U.K. mother sentenced to prison for using abortion pills during last trimester of pregnancy

London - A mother of three has been sentenced to more than a year in prison in the U.K. for taking abortion pills after the legal time limit. 

Prosecutors said Carla Foster, 44, who became pregnant in 2019, was sent abortion pills in the mail by the British Pregnancy Advisory Service (BPAS) after information she provided led them to estimate that she was seven weeks pregnant. Rules in the U.K. allow for abortions to be carried out at home with pills through the 10th week of pregnancy, and in a clinic generally until 24 weeks.

Prosecutors said Foster searched online for "how to hide a pregnancy bump," "how to have an abortion without going to the doctor," and "how to lose a baby at six months" between February and May 2020.

In May 2020, she allegedly took the pills. A call to emergency services was made and she had a stillbirth, prosecutors said.

A postmortem examination of the fetus determined the cause of death to be the use of the abortion medications, and Foster was estimated to have been between 32 and 34 weeks pregnant, according to Press Association (PA), the British news agency.

Foster has said she moved back in with her estranged partner, who was not the person who impregnated her, at the beginning of the U.K.'s coronavirus lockdown in 2020. Her lawyer, Barry White, indicated that the circumstances of the lockdown may have affected her decision to acquire the medications.

"The restrictions placed on services to advise women may explain why there were so many internet searches for information on behalf of the defendant," White said, according to PA. "The defendant may well have made use of services had they been available at the time. This will haunt her forever."

Ahead of the hearing, a number of women's health organizations sent a letter to the judge asking for leniency, but their request was denied, CBS News partner network BBC News reported.

The prison sentence sparked a backlash among rights groups in the U.K., which criticized the prosecution's decision to bring the case to trial. Groups have called for urgent reform to the U.K.'s abortion law, which is based on an 1861 act that can bring a life sentence if certain conditions are not met.

"What possible purpose is served in criminalising and imprisoning this woman, when at most she needs better access to healthcare and other support?

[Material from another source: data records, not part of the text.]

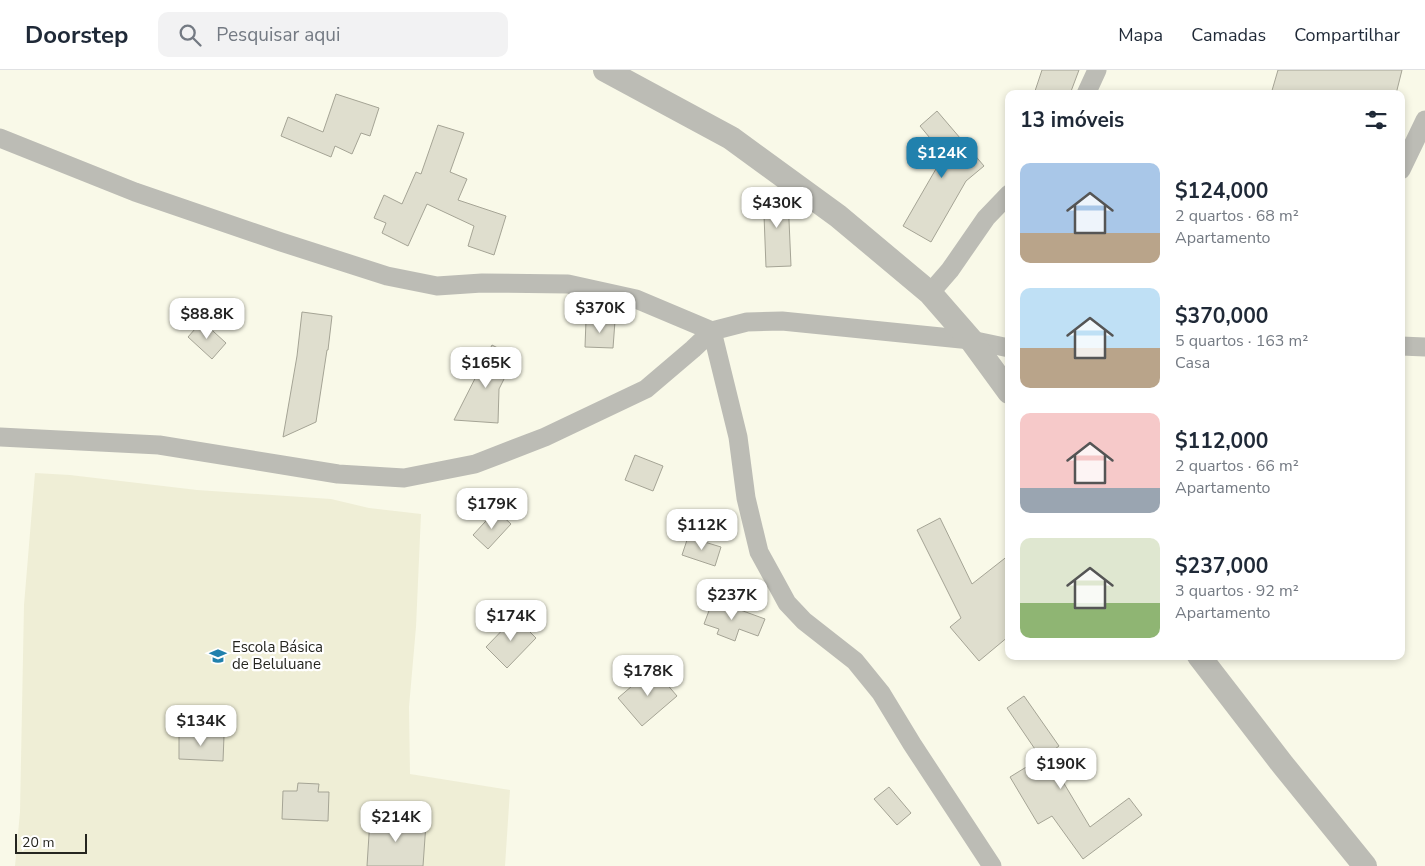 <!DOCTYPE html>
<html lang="pt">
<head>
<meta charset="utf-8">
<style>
  :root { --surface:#fff; --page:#f2f2f3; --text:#1f2937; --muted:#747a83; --line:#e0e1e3; --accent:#2181ad }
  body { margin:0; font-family:"Nunito Sans",sans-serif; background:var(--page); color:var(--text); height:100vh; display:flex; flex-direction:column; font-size:19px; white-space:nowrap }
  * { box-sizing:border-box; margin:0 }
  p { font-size:16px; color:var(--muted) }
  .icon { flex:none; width:28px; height:28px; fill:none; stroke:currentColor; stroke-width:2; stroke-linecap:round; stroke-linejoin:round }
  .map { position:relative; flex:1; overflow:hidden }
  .side { position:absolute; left:1005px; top:20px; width:400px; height:570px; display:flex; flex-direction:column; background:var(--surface); border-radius:10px; box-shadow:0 2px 8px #0003 }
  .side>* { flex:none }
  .scale { position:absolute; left:15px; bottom:12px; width:72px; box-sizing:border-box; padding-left:5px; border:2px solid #25251f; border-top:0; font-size:14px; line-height:18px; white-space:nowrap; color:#25251f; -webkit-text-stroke:4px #fff; paint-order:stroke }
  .price { position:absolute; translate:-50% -42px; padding:0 11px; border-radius:10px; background:#fff; color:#222; font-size:16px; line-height:32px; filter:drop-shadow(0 1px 2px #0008) }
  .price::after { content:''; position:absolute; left:50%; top:30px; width:15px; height:11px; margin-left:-8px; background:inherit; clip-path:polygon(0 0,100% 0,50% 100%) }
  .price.current { background:var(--accent); color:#fff }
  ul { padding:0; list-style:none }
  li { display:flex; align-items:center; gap:15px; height:125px; padding:0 15px }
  li span { display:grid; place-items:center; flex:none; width:140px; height:100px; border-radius:10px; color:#555 }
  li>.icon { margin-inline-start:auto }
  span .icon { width:60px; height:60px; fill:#fffc; stroke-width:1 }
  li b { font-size:21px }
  h2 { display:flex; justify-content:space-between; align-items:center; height:60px; padding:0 15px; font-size:21px }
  header { display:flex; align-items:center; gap:30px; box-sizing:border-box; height:70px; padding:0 25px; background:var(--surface); border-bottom:1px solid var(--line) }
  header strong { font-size:24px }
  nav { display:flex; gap:28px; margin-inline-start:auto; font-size:18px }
  .search { width:350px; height:45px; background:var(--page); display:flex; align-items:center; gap:12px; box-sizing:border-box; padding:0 18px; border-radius:10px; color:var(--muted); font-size:19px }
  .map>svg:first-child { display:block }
  .built { fill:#efeed6 }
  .building { fill:#dfdece; stroke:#a5a495 }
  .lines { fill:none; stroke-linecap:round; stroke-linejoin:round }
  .minor { stroke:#bcbcb5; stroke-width:19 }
  .tertiary { stroke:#bcbcb5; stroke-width:24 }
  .labels { text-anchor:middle; stroke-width:4.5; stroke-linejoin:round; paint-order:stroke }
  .poi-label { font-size:15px; fill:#25251f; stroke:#fff; text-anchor:start }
</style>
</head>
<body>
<header>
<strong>Doorstep</strong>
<div class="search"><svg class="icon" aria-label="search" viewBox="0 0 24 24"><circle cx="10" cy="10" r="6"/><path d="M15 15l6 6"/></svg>Pesquisar aqui</div>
<nav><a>Mapa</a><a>Camadas</a><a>Compartilhar</a></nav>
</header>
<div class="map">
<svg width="1425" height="796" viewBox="0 0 1425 796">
  <rect width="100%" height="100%" fill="#f9f9e8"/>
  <path class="built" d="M 35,403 L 70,405 L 197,420 L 331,429 L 369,438 L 421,444 L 416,557 L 409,637 L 410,704 L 510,720 L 505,796 L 15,796 L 20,742 L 24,535 Z"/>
  <path class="building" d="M 1042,0 L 1079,0 L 1070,24 L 1034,24 Z
    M 1278,0 L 1402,0 L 1396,24 L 1271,24 Z
    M 336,24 L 379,38 L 370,66 L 361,63 L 352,84 L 335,76 L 331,87 L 281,66 L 288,47 L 323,62 Z
    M 937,41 L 984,96 L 966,111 L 931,172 L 903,156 L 944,85 L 920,56 Z
    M 438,55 L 464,63 L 450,102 L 467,109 L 458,130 L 506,146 L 494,185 L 468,176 L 474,156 L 427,134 L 408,176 L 382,163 L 386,153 L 374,148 L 384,125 L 402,134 L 416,102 L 421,104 Z
    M 763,119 L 777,119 L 788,127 L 791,196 L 766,197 Z
    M 302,242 L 332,246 L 328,280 L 327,280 L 316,352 L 283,367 L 297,286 Z
    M 586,250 L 615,251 L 613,278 L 585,277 Z
    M 202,251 L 226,273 L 212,289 L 188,267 Z
    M 492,275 L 515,287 L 499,319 L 498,353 L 454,350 Z
    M 635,385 L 663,396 L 653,421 L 625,410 Z
    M 496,440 L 511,454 L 488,479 L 473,465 Z
    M 940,448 L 972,514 L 1009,485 L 1009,566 L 979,591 L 950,557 L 961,548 L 917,460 Z
    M 688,467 L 721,477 L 715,496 L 682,485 Z
    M 713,530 L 765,549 L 758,566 L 739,559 L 735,571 L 717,564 L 719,559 L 704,554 Z
    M 515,547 L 536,568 L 507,598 L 486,577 Z
    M 653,598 L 677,626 L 642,656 L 618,628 Z
    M 1024,626 L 1059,676 L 1047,685 L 1090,757 L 1129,728 L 1142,745 L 1083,789 L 1052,746 L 1038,754 L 1010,707 L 1041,688 L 1007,638 Z
    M 179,664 L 224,666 L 223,691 L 179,689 Z
    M 298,713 L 319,714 L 318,722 L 329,722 L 328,751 L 282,749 L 283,721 L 297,721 Z
    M 889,717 L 911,743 L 897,755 L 874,729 Z
    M 370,749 L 426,753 L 423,796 L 367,796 Z"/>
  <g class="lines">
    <path class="minor" d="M 1086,24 L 1097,0
      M 0,68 L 135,122 L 281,172 L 387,206 L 437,216 L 482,213 L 568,214 L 636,229 L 712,261 L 738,367 L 746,428 L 759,482 L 775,511 L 787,533 L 804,551 L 855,591 L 881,623 L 912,674 L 992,796
      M 1401,100 L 1425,50
      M 930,223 L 950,200 L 986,148 L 1009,124
      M 1401,276 L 1425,277
      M 0,367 L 159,375 L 338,404 L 404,408 L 475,394 L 545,367 L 646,319 L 693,279 L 712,261 L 747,252 L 782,251 L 971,270 L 1009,278"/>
    <path class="tertiary" d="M 605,0 L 731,68 L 838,146 L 930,223 L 971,270 L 1009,322
      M 1199,586 L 1283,695 L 1365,796"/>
  </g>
  <defs>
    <g id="school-bare" transform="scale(1.35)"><path d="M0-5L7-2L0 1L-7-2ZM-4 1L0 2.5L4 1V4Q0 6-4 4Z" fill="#2181ad" stroke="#fff" stroke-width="2.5" paint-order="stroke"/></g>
  </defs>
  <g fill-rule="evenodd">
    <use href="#school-bare" x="218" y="586"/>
  </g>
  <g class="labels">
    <g class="poi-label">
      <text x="232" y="582">Escola Básica<tspan x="232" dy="17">de Beluluane</tspan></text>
    </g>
  </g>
</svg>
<div class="scale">20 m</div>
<b class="price current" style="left:942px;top:109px">$124K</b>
<b class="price" style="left:777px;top:159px">$430K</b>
<b class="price" style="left:600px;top:264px">$370K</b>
<b class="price" style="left:207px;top:270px">$88.8K</b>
<b class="price" style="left:486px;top:319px">$165K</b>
<b class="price" style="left:492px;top:460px">$179K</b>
<b class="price" style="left:702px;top:481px">$112K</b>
<b class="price" style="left:732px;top:551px">$237K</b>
<b class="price" style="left:511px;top:572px">$174K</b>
<b class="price" style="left:648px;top:627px">$178K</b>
<b class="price" style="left:201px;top:677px">$134K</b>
<b class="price" style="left:1061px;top:720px">$190K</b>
<b class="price" style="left:396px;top:773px">$214K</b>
<section class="side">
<h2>13 imóveis<svg class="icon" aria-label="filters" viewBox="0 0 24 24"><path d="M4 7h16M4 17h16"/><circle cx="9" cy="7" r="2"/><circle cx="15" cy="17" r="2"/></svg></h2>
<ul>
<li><span style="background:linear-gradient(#a9c7e8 70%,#b9a48a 0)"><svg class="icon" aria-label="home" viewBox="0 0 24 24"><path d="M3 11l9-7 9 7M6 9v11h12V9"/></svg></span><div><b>$124,000</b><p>2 quartos · 68 m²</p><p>Apartamento</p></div></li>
<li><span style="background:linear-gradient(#bfe0f5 60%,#b9a48a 0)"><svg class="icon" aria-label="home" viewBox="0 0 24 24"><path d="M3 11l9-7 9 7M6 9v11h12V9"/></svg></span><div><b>$370,000</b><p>5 quartos · 163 m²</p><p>Casa</p></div></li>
<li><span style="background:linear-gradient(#f6c9c9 75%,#9aa5b1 0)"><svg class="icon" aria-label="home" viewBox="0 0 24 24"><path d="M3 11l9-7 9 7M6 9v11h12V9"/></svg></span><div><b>$112,000</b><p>2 quartos · 66 m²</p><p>Apartamento</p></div></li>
<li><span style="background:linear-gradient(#dfe7d0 65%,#8fb573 0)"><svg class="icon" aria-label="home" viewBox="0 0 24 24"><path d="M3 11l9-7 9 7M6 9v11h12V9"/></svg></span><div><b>$237,000</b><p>3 quartos · 92 m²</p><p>Apartamento</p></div></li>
</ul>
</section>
</div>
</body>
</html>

She is clearly already traumatised by the experience and now her children will be left without their mother for over a year," Harriet Wistrich, director at the Centre for Women's Justice (CWJ), told PA. "When most forms of violence against women and girls go unpunished [in the U.K.] this sentence confirms our very worst fears about contemporary attitudes to women's basic human rights and an utterly misdirected criminal justice system."

The chief executive of BPAS, Clare Murphy, the organization that provided the pills to Foster, also called on lawmakers to reform the regulations.

"This is a tremendously sad story and underscores the desperate need for legal reform in relation to reproductive health," Murphy told the Press Association. "No woman can ever go through this again."

A spokesperson for U.K. Prime Minister Rishi Sunak told BBC News that the government had no plans to reform Britain's abortion laws.

"Our laws as they stand balance a woman's right to access safe and legal abortions with the rights of an unborn child," the spokesperson said.